Nantes : Intercités Lyon et Bordeaux, la SNCF déplore l'appel d'offre sans suite

Le gouvernement a finalement déclaré sans suite l'appel d'offres de mise en concurrence des trains Intercités Nantes-Lyon et Nantes-Bordeaux, seule la SNCF a fait acte de candidature à sa propre succession, soulignant l'échec de ce projet du gouvernement.

Destination Bordeaux, train Intercités en gare de Nantes le 24 octobre 2019
Destination Bordeaux, train Intercités en gare de Nantes le 24 octobre 2019 © Christophe Turgis France 3 Pays de la Loire

Dans une note interne tweetée par un militant CGT et authentifiée par la direction, la SNCF indique que le ministère des Transports l'a informée dans un courrier mercredi de sa décision de déclarer l'appel d'offre sans suite, en raison d'une "insuffisance de concurrence".

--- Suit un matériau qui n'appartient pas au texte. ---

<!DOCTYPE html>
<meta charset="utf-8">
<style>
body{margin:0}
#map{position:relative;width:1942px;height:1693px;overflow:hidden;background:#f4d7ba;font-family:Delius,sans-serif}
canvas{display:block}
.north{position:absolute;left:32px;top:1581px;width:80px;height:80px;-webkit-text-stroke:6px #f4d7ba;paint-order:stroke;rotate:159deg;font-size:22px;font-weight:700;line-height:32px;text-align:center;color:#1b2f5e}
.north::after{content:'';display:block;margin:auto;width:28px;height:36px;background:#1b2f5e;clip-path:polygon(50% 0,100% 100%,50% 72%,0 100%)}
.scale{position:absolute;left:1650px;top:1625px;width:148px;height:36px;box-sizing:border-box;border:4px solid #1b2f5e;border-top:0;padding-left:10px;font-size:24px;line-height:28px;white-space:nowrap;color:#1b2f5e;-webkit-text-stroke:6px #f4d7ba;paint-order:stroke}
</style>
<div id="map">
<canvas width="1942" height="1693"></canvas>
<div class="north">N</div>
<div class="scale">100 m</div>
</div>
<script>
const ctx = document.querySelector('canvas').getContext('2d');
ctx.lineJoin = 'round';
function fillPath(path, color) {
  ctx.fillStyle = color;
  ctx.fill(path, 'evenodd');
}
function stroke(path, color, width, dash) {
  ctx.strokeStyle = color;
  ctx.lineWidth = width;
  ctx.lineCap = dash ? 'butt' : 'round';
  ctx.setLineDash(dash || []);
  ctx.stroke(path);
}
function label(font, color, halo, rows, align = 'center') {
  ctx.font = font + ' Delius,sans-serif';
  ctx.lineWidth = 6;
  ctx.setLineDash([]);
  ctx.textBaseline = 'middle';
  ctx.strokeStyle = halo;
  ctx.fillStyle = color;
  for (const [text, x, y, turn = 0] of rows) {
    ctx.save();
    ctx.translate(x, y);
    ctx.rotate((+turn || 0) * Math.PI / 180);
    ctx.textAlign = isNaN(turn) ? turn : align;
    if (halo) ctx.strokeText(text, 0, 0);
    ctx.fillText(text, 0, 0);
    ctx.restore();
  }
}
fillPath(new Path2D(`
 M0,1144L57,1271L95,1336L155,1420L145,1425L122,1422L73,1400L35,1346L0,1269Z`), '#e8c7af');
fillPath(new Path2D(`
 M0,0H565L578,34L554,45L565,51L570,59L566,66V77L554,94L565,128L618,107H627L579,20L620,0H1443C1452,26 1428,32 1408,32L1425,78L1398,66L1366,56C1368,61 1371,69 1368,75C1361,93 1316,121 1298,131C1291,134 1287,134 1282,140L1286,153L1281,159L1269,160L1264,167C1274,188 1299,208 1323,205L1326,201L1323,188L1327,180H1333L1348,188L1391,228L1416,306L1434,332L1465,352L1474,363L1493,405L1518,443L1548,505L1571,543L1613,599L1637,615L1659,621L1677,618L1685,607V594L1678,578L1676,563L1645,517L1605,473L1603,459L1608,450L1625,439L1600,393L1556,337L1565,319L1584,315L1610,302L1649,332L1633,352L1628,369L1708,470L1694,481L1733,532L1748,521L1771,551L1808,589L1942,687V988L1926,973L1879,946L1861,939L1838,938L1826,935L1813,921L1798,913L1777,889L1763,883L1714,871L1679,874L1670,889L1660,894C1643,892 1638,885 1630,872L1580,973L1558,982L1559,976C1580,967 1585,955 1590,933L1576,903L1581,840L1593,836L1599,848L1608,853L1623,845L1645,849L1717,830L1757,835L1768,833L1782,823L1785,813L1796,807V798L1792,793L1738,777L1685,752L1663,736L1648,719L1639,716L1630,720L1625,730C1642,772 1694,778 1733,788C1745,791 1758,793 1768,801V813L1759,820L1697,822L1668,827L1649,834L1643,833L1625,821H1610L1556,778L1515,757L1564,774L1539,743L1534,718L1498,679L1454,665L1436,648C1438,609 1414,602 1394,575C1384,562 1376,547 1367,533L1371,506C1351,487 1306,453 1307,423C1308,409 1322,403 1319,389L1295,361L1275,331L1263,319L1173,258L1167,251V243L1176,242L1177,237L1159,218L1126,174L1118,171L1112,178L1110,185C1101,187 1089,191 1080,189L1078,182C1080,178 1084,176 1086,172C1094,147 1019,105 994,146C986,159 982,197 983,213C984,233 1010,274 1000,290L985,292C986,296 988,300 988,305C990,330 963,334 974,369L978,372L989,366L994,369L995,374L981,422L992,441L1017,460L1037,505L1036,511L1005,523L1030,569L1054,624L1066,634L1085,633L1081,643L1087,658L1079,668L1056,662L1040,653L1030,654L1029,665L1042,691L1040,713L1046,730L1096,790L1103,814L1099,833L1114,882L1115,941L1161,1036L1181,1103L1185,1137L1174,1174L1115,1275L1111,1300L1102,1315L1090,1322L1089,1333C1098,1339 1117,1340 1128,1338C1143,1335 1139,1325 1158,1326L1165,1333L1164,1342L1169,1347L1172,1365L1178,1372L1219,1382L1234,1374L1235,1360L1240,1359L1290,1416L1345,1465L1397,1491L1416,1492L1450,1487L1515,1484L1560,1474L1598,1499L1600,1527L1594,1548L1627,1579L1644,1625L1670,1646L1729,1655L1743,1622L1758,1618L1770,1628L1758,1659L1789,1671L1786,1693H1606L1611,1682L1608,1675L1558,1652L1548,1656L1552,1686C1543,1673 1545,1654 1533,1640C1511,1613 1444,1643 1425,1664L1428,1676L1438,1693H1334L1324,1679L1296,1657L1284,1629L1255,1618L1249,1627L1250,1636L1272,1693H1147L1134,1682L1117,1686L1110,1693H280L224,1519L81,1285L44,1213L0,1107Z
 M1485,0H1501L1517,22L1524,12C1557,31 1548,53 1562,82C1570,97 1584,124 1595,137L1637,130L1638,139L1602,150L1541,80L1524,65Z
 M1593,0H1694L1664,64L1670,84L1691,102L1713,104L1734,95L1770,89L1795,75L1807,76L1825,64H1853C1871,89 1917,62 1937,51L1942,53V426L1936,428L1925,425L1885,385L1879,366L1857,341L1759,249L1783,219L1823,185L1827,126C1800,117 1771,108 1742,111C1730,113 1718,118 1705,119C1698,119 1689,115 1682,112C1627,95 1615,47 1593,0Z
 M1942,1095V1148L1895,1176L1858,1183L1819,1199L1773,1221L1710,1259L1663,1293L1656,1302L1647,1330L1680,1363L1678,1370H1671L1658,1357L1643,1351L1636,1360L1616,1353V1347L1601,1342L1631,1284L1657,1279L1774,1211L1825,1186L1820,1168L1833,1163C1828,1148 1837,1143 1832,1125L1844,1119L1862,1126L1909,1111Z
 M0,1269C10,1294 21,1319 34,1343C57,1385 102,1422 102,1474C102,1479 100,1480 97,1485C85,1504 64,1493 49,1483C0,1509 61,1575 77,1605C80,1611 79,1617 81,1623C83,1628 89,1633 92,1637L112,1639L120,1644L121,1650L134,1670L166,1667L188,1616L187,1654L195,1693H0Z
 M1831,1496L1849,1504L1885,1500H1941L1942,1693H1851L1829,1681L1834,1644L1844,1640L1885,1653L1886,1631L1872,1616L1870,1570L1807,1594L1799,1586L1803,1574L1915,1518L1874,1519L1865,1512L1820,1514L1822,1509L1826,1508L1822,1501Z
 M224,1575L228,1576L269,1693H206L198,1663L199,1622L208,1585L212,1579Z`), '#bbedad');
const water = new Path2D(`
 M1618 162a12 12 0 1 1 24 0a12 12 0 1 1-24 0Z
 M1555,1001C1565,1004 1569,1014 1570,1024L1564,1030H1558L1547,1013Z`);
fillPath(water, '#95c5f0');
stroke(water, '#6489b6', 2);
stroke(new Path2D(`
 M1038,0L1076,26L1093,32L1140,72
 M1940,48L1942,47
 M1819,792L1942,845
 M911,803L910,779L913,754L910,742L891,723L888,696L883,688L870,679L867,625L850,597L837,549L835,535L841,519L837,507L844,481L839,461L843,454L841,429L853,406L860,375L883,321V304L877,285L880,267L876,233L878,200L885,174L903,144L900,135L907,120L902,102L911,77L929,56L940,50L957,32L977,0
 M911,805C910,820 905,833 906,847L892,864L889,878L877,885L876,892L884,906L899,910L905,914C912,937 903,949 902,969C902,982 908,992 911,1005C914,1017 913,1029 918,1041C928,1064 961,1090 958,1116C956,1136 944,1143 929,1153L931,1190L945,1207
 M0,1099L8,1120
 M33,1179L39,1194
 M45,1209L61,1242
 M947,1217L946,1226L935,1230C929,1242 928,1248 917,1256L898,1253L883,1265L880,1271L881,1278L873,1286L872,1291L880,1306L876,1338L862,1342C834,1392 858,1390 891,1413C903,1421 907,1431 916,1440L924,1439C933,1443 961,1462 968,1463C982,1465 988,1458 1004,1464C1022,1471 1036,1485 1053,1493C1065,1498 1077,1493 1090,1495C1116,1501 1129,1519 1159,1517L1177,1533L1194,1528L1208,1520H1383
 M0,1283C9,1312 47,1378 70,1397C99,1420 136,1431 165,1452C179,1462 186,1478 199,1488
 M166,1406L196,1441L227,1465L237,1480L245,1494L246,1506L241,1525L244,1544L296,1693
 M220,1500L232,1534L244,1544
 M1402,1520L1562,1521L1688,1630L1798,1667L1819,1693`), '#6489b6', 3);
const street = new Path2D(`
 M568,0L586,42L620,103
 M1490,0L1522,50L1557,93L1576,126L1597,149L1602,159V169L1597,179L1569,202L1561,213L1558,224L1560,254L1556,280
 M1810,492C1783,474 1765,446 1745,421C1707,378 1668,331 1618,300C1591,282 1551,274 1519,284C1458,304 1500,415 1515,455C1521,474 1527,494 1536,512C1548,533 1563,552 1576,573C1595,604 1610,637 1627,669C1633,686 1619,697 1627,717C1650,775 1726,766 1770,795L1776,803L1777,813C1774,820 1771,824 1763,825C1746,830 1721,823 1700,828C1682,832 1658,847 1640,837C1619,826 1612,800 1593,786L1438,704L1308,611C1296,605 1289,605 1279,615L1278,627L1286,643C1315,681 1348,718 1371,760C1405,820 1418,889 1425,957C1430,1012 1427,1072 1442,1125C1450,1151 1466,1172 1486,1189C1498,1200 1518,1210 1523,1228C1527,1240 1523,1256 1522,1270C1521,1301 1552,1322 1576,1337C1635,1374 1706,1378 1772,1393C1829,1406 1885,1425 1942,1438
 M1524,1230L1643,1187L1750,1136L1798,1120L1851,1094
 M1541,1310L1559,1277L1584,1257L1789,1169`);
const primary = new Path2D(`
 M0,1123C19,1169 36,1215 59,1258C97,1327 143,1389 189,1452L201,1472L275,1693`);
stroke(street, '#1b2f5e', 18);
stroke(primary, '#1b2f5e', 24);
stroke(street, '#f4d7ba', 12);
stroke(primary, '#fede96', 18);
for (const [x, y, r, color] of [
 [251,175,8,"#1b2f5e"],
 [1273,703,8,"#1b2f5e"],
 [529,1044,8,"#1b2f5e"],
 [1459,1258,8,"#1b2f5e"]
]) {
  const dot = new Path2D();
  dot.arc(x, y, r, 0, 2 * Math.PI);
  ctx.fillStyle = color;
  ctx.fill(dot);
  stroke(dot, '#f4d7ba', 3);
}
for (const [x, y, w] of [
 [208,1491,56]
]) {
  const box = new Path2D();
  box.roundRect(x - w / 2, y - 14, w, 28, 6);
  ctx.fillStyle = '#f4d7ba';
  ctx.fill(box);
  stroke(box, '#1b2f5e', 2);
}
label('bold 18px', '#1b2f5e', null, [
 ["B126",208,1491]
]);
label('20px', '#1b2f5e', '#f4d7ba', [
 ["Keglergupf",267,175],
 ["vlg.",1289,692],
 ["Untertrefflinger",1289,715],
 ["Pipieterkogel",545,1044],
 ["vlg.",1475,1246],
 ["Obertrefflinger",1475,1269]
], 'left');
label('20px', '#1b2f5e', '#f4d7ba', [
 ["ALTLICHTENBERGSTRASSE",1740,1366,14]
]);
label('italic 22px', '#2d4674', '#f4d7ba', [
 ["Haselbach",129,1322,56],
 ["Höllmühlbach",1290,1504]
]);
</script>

Ce qui fait dire aux cheminots que "seule la SNCF ayant répondu à l'appel d'offre, du coup le gouvernement annonce qu'il va en faire un autre. Si la SNCF gagne... ça ne compte pas !"

Un cheminot conducteur nantais qui souhaite garder l'anonymat, interprète ce revers comme "un refus de l'État de voir la SNCF continuer l'exploitation de ces deux lignes".

La lettre précise que "l'État examinera les conditions d'une relance de la procédure de mise en concurrence dès lors que les perspectives de l'issue de la crise sanitaire seront clarifiées", selon la SNCF.

"L'État découvre que le privé ne se positionnera que là où il peut se remplir les poches et non pour rendre un service public. En attendant au quotidien, SNCF on est là", commente l'Unsa Traction.

 

"Quel foutage de gueule", a renchéri Bérenger Cernon, le militant CGT qui a publié la note de la direction.

 

La SNCF pénalisée par la défection de ses concurrents

En annonçant dès janvier 2019 la mise en concurrence des "trains d'équilibre du territoire" (TET, plus couramment appelés Intercités) Nantes-Lyon et Nantes-Bordeaux, la ministre des Transports de l'époque, Elisabeth Borne, avait pourtant voulu montrer l'exemple. L'objectif était d'avoir un nouvel exploitant en 2022.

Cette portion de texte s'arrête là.